The patient progression was good, and she was discharged 24 hours later on a 6-month course of oral anticoagulant therapy.
At the 3-month follow-up the examination performed by the patient’s general physician confirmed that both the signs and symptoms of the disease had improved.
The compression of the left common vein by the right common iliac artery—May-Thurner syndrome—is an entity that, on many occasions, is the underlying cause for deep venous thrombosis. Its actual prevalence is still unknown, but it is more common in women between the ages of 20 and 40. We should mention here that this condition often goes misdiagnosed.
The diagnosis of this entity is usually achieved by looking at the symptoms and clinical findings seen during the physical examination. These findings are complemented by the results obtained from the ultrasonography,4,5 coronary computed tomography angiography, and magnetic resonance imaging performed. These imaging modalities contribute to achieve diagnosisand plan treatment. However, the cavo-iliac phlebography is crucial for diagnostic confirmation purposes. It also looks for the presence of chronic lesions inside the vessel and congenital anomalies often associated with this syndrome like duplicated venous system or rudimentary venous system.6
Currently, both the endovascular treatment and medical therapy have proven effective with good long-term results. In our case, we saw progression of the disease after confirmation of the total occlusion of the left common iliac vein on the cavo-iliac phlebography 2 months after performing the abdominal-pelvic coronary computed tomography angiography. Therefore, it was decided to perform the endovascular recanalization of the vessel and implant 2 self-expandable stents with very good angiographic results. Afterwards, the patient was discharged on oral anticoagulation. We could argue if, after phlebographic confirmation of the left common iliac veintotal occlusion, the procedure should have continued considering the eventual risk of thrombi embolization after crossing the guidewire during stent implantation. However, since no macroscopic thrombotic material was retrieved after multiple aspirations performed directly with the 7- Fr JR guide catheter and no thrombus was seen on the angiographic imaging, it was decided to continue the procedure achieving the successful recanalization of the vessel. The patient was discharged 24 hours later on a 6-month course of anticoagulation therapy.

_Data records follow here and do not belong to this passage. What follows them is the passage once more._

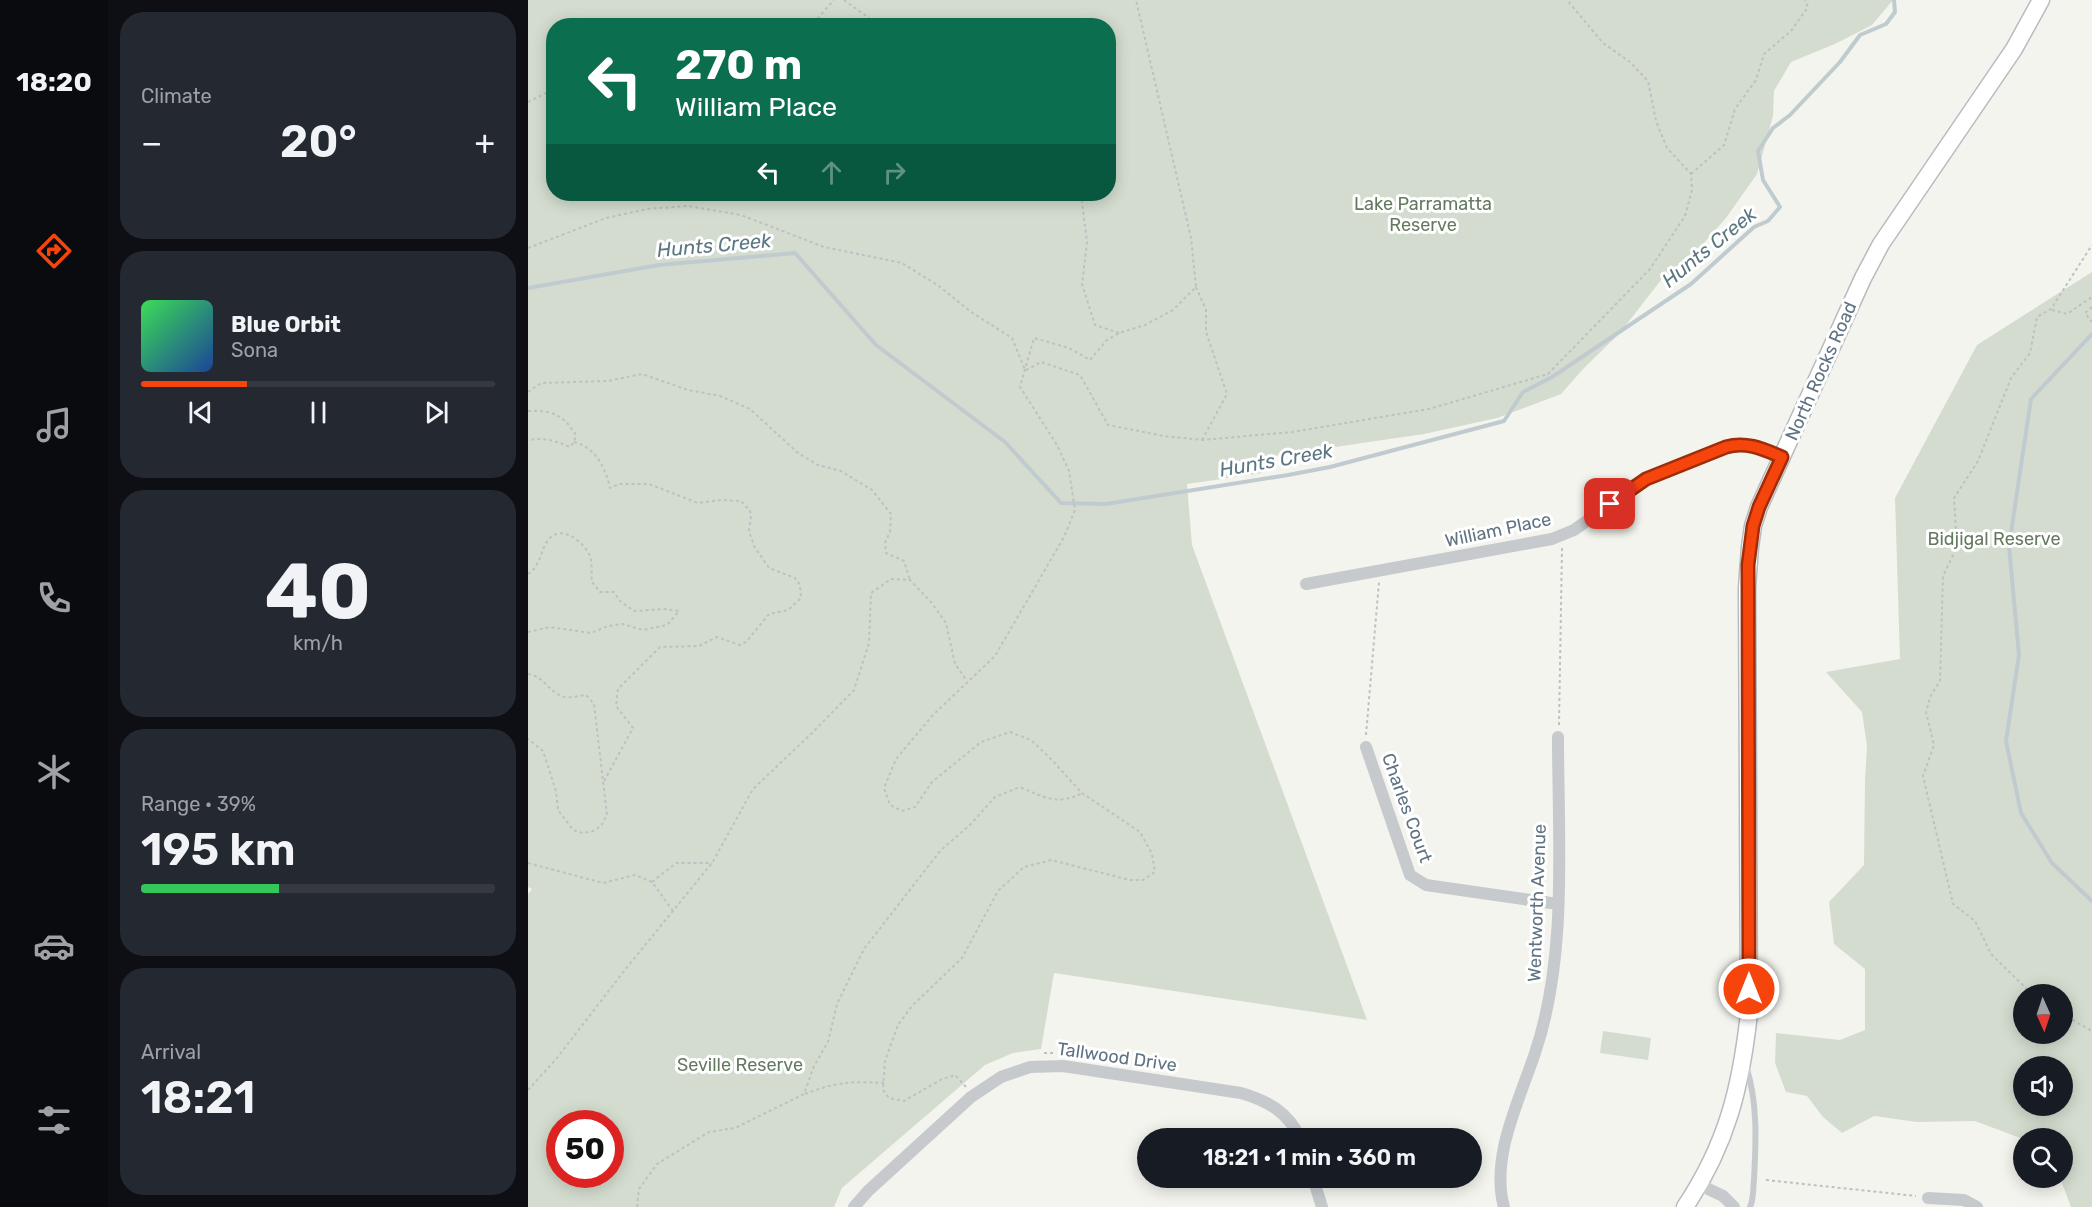 <!DOCTYPE html>
<meta charset="utf-8">
<style>
:root{--surface:#171b24;--page:#242831;--text:#f1f3f6;--muted:#9ea1a6;--line:#363941;--accent:#f6440d}
body{margin:0;font-family:Rubik,sans-serif;background:var(--page);color:var(--text);height:100vh;display:flex;flex-direction:column;font-size:22px;white-space:nowrap}
*{box-sizing:border-box;margin:0}
p{font-size:20px;color:var(--muted)}
.icon{flex:none;width:33px;height:33px;fill:none;stroke:currentColor;stroke-width:2;stroke-linecap:round;stroke-linejoin:round}
.map{position:relative;flex:1;overflow:hidden}
.details{display:flex;flex-direction:column;gap:12px;padding:12px;background:#0d0f14;width:420px}
.details>*{flex:none}
.top-card{position:absolute;left:18px;top:18px;width:570px;height:183px;border-radius:24px;box-shadow:0 3px 15px #0003;background:#0b6e4f;color:#fff;overflow:hidden}
.needle{width:39px;rotate:177deg}
.buttons{position:absolute;left:1485px;top:984px;display:grid;gap:12px}
.buttons a{display:grid;place-items:center;width:60px;height:60px;border-radius:50%;background:var(--surface);box-shadow:0 3px 15px #0003;font-size:30px}
.speed{position:absolute;left:18px;top:1110px;display:flex;gap:12px;font-size:30px;font-weight:700;text-align:center}
.speed>*{display:grid;place-content:center;width:78px;height:78px;border-radius:50%;background:var(--surface);box-shadow:0 3px 15px #0003;line-height:1}
.speed .limit{border:9px solid #d22;background:#fff;color:#111}
.pin{position:absolute;display:grid;place-items:center;width:51px;height:51px;color:#fff;margin:-26px;border-radius:12px;box-shadow:0 3px 9px #0006}
.me{position:absolute;width:66px;margin:-33px;rotate:0deg;stroke-linejoin:round;filter:drop-shadow(0 0 4px #0008)}
.turn{display:flex;align-items:center;gap:21px;height:126px;padding:0 30px;font-size:27px}
.turn .icon{width:78px;height:78px;stroke-width:2.5}
.turn b{display:block;font-size:42px;line-height:51px}
.lanes{display:flex;align-items:center;height:57px;padding:0 30px;background:#0003;justify-content:center;gap:30px;direction:ltr}
.lanes .off{opacity:.35}
.big{font-size:45px;font-weight:600;line-height:1.1}
.details .tile{flex:1;display:flex;flex-direction:column;justify-content:center;gap:9px;min-width:0;padding:0 21px;border-radius:24px;background:var(--page)}
.details .dial{align-items:center;gap:0}
.dial b{font-size:78px;line-height:1}
.song{display:flex;align-items:center;gap:18px}
.cover{width:72px;height:72px;border-radius:9px;background:linear-gradient(135deg,hsl(130 70% 55%),hsl(220 70% 35%))}
.played{height:6px;border-radius:3px;background:linear-gradient(90deg,var(--accent) 30%,var(--line) 30%)}
.keys{display:flex;justify-content:space-around;direction:ltr}
.heat{display:flex;justify-content:space-between;align-items:center;font-size:33px;direction:ltr}
.charge{height:9px;border-radius:4px;background:linear-gradient(90deg,#34c759 39%,var(--line) 0)}
.trip{position:absolute;left:609px;top:1128px;width:345px;height:60px;border-radius:30px;background:var(--surface);box-shadow:0 3px 15px #0003;font-weight:600;line-height:60px;text-align:center}
main{display:flex;flex:1;min-height:0}
.tabs{display:flex;flex-direction:column;width:108px;justify-content:space-around;align-items:center;background:#090b0e;color:var(--muted)}
.tabs .icon{width:42px;height:42px}
.tabs .on{color:var(--accent)}
.tabs b{font-size:27px;color:var(--text)}
.map>svg:first-child{display:block}
.green{fill:#d4dccf;fill-rule:evenodd}
.lines{fill:none;stroke-linecap:round;stroke-linejoin:round}
.stream{stroke:#c0cbd0;stroke-width:4}
.secondary-casing{stroke:#b6bcc0;stroke-width:19}
.path{stroke:#bec0c1;stroke-width:2;stroke-dasharray:3 3;stroke-linecap:butt}
.lane{stroke:#c7cacd;stroke-width:6}
.street{stroke:#c7cacd;stroke-width:12}
.secondary{stroke:#fff;stroke-width:16}
.route-casing{stroke:#a02c08;stroke-width:15}
.route{stroke:#f6440d;stroke-width:10}
.labels{text-anchor:middle;dominant-baseline:central;stroke-width:6;stroke-linejoin:round;paint-order:stroke}
.park-label{font-size:18px;fill:#647a5f;stroke:#fff}
.street-label{font-size:18px;fill:#5f7383;stroke:#fff}
.water-label{font-size:20px;font-style:italic;fill:#5b7782;stroke:#fff}
</style>
<main>
<nav class="tabs">
<b>18:20</b>
<svg class="icon on" aria-label="directions" viewBox="0 0 24 24"><path d="M12 3l9 9-9 9-9-9zM9 14v-3h6M13 9l2 2-2 2"/></svg>
<svg class="icon" aria-label="music" viewBox="0 0 24 24"><path d="M9 18V5l10-2v13"/><circle cx="6" cy="18" r="3"/><circle cx="16" cy="16" r="3"/></svg>
<svg class="icon" aria-label="phone" viewBox="0 0 24 24"><path d="M5 4h4l2 5-3 2q2 4 5 5l2-3 5 2v4C11 20 4 13 5 4z"/></svg>
<svg class="icon" aria-label="climate" viewBox="0 0 24 24"><path d="M12 3v18M4 7l16 10M4 17L20 7"/></svg>
<svg class="icon" aria-label="car" viewBox="0 0 24 24"><path d="M5 17H2v-5l4-1 3-4h7l3 4 3 1v5h-3M9 17h6M6 11h13"/><circle cx="7" cy="17" r="2"/><circle cx="17" cy="17" r="2"/></svg>
<svg class="icon" aria-label="filters" viewBox="0 0 24 24"><path d="M4 7h16M4 17h16"/><circle cx="9" cy="7" r="2"/><circle cx="15" cy="17" r="2"/></svg>
</nav>
<section class="details">
<div class="tile"><p>Climate</p>
<div class="heat"><a>−</a><b class="big">20°</b><a>+</a></div>
</div>
<div class="tile">
<div class="song"><i class="cover"></i><div><b>Blue Orbit</b><p>Sona</p></div></div>
<div class="played"></div>
<div class="keys"><svg class="icon" aria-label="previous" viewBox="0 0 24 24"><path d="M18 5L8 12l10 7zM5 5v14"/></svg><svg class="icon" aria-label="pause" viewBox="0 0 24 24"><path d="M8 5v14M16 5v14"/></svg><svg class="icon" aria-label="next" viewBox="0 0 24 24"><path d="M6 5l10 7-10 7zM19 5v14"/></svg></div>
</div>
<div class="tile dial"><b>40</b><p>km/h</p></div>
<div class="tile"><p>Range · 39%</p><b class="big">195 km</b><div class="charge"></div></div>
<div class="tile"><p>Arrival</p><b class="big">18:21</b></div>
</section>
<div class="map">
<svg width="1564" height="1207" viewBox="0 0 1564 1207">
<rect width="100%" height="100%" fill="#f4f4ef"/>
<g class="green">
<path d="M0,0H1365L1344,25L1309,43L1263,62L1246,91L1245,116L1229,174L1198,218L1168,252L1133,280L1091,334L1056,368L1033,394L969,418L896,434L731,458L735,473L659,484L664,545L839,1020L526,973L513,1049L485,1053L457,1065L314,1188L306,1207H0V894L4,889L0,887ZM26,26H580V194H26ZM32,1124H82V1174H32Z"/>
<path d="M1564,272V1207H1543L1532,1178H1534V1138L1495,1139L1447,1121L1389,1122L1346,1116L1314,1133L1295,1117L1279,1096L1258,1092L1247,1063L1248,1033L1312,1040L1337,1030V969L1306,944L1301,902L1336,865L1337,780L1339,746L1334,712L1298,672L1372,659L1367,498L1449,345ZM1534,994V1034H1496V994ZM1496,1066H1534V1106H1496Z"/>
<path d="M1075,1031L1123,1038L1120,1060L1072,1053Z"/>
</g>
<g class="lines">
<g class="stream">
<path d="M0,288L131,265L267,253L348,345L477,442L533,503L578,504L760,475L802,467L976,421L995,392L1024,377L1163,284L1226,227L1240,221L1252,207L1235,180L1230,151L1245,128L1262,115L1312,62L1332,35L1358,24L1367,12L1366,0"/>
<path d="M1564,334L1503,399L1481,546L1491,655L1478,741L1493,813L1524,863L1564,901"/>
</g>
<g class="secondary-casing">
<path id="secondary" d="M1157,1207C1199,1144 1213,1087 1221,1013L1219,588L1222,547L1225,526L1231,507L1335,278L1353,244L1486,49L1513,0"/>
</g>
<g class="path">
<path d="M316,0L352,26"/>
<path d="M242,26L267,24L290,18L306,0"/>
<path d="M0,102L26,89"/>
<path d="M1163,174L1196,145L1207,109L1228,80L1236,54L1263,31L1280,7L1277,0"/>
<path d="M553,194L559,242L554,284L567,325L591,333"/>
<path d="M0,248L78,218L119,209L160,206L213,215L296,247L374,263L411,286L443,312L484,338L497,370"/>
<path d="M668,287L678,310V332L699,394L674,440"/>
<path d="M1564,307L1557,313L1564,322"/>
<path d="M1524,310L1539,314L1564,297"/>
<path d="M498,370L513,362L552,375L580,425L636,436L674,440L765,432L901,409L1020,374L1122,269L1157,216L1164,190L1163,174L1139,148L1128,121L1120,81L1102,62L1075,43L1039,0"/>
<path d="M0,392L13,383L80,381L114,374L160,390L192,396L222,409L270,453L290,465L313,471L344,490L363,514L362,532L357,543L358,553L376,561L382,580"/>
<path d="M0,411C23,410 35,414 48,435L46,442L42,447C28,441 16,437 0,440"/>
<path d="M46,442C68,448 77,467 82,488L91,484H121L170,503L193,500L213,501L222,511L223,516L221,531L226,546L241,568L267,578L272,585L273,598L260,610L241,614L218,642L212,645L189,637L171,646L132,647L90,689L88,706L105,728L75,783"/>
<path d="M0,574C14,565 12,548 22,538C35,525 55,542 61,554C65,562 63,573 64,582L72,592H86L92,601L106,611L137,609L151,611L139,625L115,630L95,624L80,626L63,633L22,627L0,632"/>
<path d="M0,674C15,676 20,690 33,696C40,699 50,696 58,695L66,704L79,815L73,826L65,831L55,833L45,830L30,810L28,791L15,751L0,739"/>
<path d="M1031,725L1034,548"/>
<path d="M838,735L851,582"/>
<path d="M0,863L75,883L107,875L124,882"/>
<path d="M145,911L124,882L148,863H184"/>
<path d="M1504,994L1463,954L1447,921L1425,904L1395,776L1406,745L1398,712L1403,695L1412,681L1415,576L1429,547L1426,498L1450,461L1483,378L1502,353L1509,317L1523,309L1564,245"/>
<path d="M1534,1014L1564,1031"/>
<path d="M516,1053H528"/>
<path d="M438,1087L427,1075L414,1079L376,1101L361,1098L355,1090L357,1061L370,1025L384,1006L434,958L470,891L496,867L523,860L602,880H615L627,872L624,854L612,832L554,793L523,759L503,740L482,732L453,742L404,782L387,807L374,811L362,805L356,788L368,759L405,715L467,656L536,537L547,510L541,471L529,445L492,387L506,338L541,348L562,360L579,340L591,333L617,325L645,310L668,287L663,238L608,0"/>
<path d="M0,1090L29,1058L96,971L184,863L225,789L285,732L326,690L341,643L343,593L363,579L382,580L403,602L418,623L427,664L439,681"/>
<path d="M277,1094C308,1082 323,1081 356,1083"/>
<path d="M1238,1180L1388,1196"/>
<path d="M109,1207L111,1189L129,1164L181,1132L207,1128L276,1094L286,1066L300,1042L309,1004L336,949L412,851L444,823L467,797L492,787C515,797 530,806 554,793"/>
</g>
<path class="lane" d="M1218,1066C1230,1102 1228,1142 1226,1179C1225,1188 1226,1198 1222,1207"/>
<g class="street">
<path d="M778,584L1024,539L1046,530L1118,479L1209,444L1224,445L1254,457"/>
<path d="M838,747L882,875L898,885L1030,904"/>
<path d="M785,1178L794,1207"/>
<path d="M1172,1185L1195,1196L1206,1207"/>
<path d="M1400,1198L1436,1200L1449,1207"/>
<path d="M326,1207L340,1191L443,1097L473,1077L502,1067L535,1066L713,1093C740,1101 760,1112 772,1138"/>
<path d="M976,1207C962,1157 992,1099 1007,1053C1040,956 1030,839 1030,737"/>
</g>
<use href="#secondary" class="secondary"/>
</g>
<g class="lines">
<g class="route-casing">
<path id="route" d="M1082,504L1118,479L1198,447C1218,441 1235,449 1254,457L1231,507L1225,526L1220,565L1221,989"/>
</g>
<use href="#route" class="route"/>
</g>
<g class="labels">
<g class="park-label">
<text x="895" y="204">Lake Parramatta<tspan x="895" dy="21">Reserve</tspan></text>
<text x="1466" y="539">Bidjigal Reserve</text>
<text x="212" y="1065">Seville Reserve</text>
</g>
<g class="street-label">
<text transform="translate(1293 371) rotate(-66)">North Rocks Road</text>
<text transform="translate(970 530) rotate(-12)">William Place</text>
<text transform="translate(879 808) rotate(70)">Charles Court</text>
<text transform="translate(1009 903) rotate(-88)">Wentworth Avenue</text>
<text transform="translate(589 1057) rotate(8)">Tallwood Drive</text>
</g>
<g class="water-label">
<text transform="translate(186 245) rotate(-5)">Hunts Creek</text>
<text transform="translate(1181 247) rotate(-39)">Hunts Creek</text>
<text transform="translate(748 460) rotate(-10)">Hunts Creek</text>
</g>
</g>
</svg>
<div class="buttons">
<a><svg class="needle" viewBox="-14 -14 28 28"><path d="M0-13l5 13h-10z" fill="#e53935"/><path d="M0 13l5-13h-10z" fill="#9ea1a6"/></svg></a>
<a><svg class="icon" aria-label="sound" viewBox="0 0 24 24"><path d="M4 9h4l5-4v14l-5-4H4zM17 9q2 3 0 6"/></svg></a>
<a><svg class="icon" aria-label="search" viewBox="0 0 24 24"><circle cx="10" cy="10" r="6"/><path d="M15 15l6 6"/></svg></a>
</div>
<div class="speed"><div class="limit">50</div></div>
<div class="pin" style="left:1082px;top:504px;background:#d93025"><svg class="icon" aria-label="arrive" viewBox="0 0 24 24"><path d="M6 21V4h12l-3 4 3 4H6"/></svg></div>
<svg class="me" style="left:1221px;top:989px" viewBox="-20 -20 40 40"><circle r="17" fill="#f6440d" stroke="#fff" stroke-width="3"/><path d="M0-11L8 9 0 5-8 9z" fill="#fff"/></svg>
<div class="trip">18:21 · 1 min · 360 m</div>
<div class="top-card">
<div class="turn"><svg class="icon" aria-label="left" viewBox="0 0 24 24"><path d="M17 20v-9H6M10 6l-5 5 5 5"/></svg><div><b>270 m</b>William Place</div></div>
<div class="lanes"><svg class="icon" aria-label="left" viewBox="0 0 24 24"><path d="M17 20v-9H6M10 6l-5 5 5 5"/></svg><svg class="icon off" aria-label="ahead" viewBox="0 0 24 24"><path d="M12 20V5M6 11l6-6 6 6"/></svg><svg class="icon off" aria-label="right" viewBox="0 0 24 24"><path d="M7 20v-9h11M14 6l5 5-5 5"/></svg></div>
</div>
</div>
</main>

Currently, endovascular treatment is the gold standard for the management of the May-Thurner syndrome and it gives good long-term results and a low rate of complications. The patient needs to be on sustained anticoagulation therapy for, at least, 6 months. According to medical literature, a 6-to-12-month course of anticoagulation therapy is advisable with only 1 episode of associated deep venous thrombosis reported. Also, it is advisable to anticoagulate indefinitely in the presence of multiple episodes of associated thrombosis.7
The May-Thurner syndrome is a progressive disease that can trigger serious complications in the long term such as deep venous thrombosis, post-thrombotic syndrome, and pulmonary thromboembolism. Therefore, an early diagnosis and treatment is crucial in the management of this entity.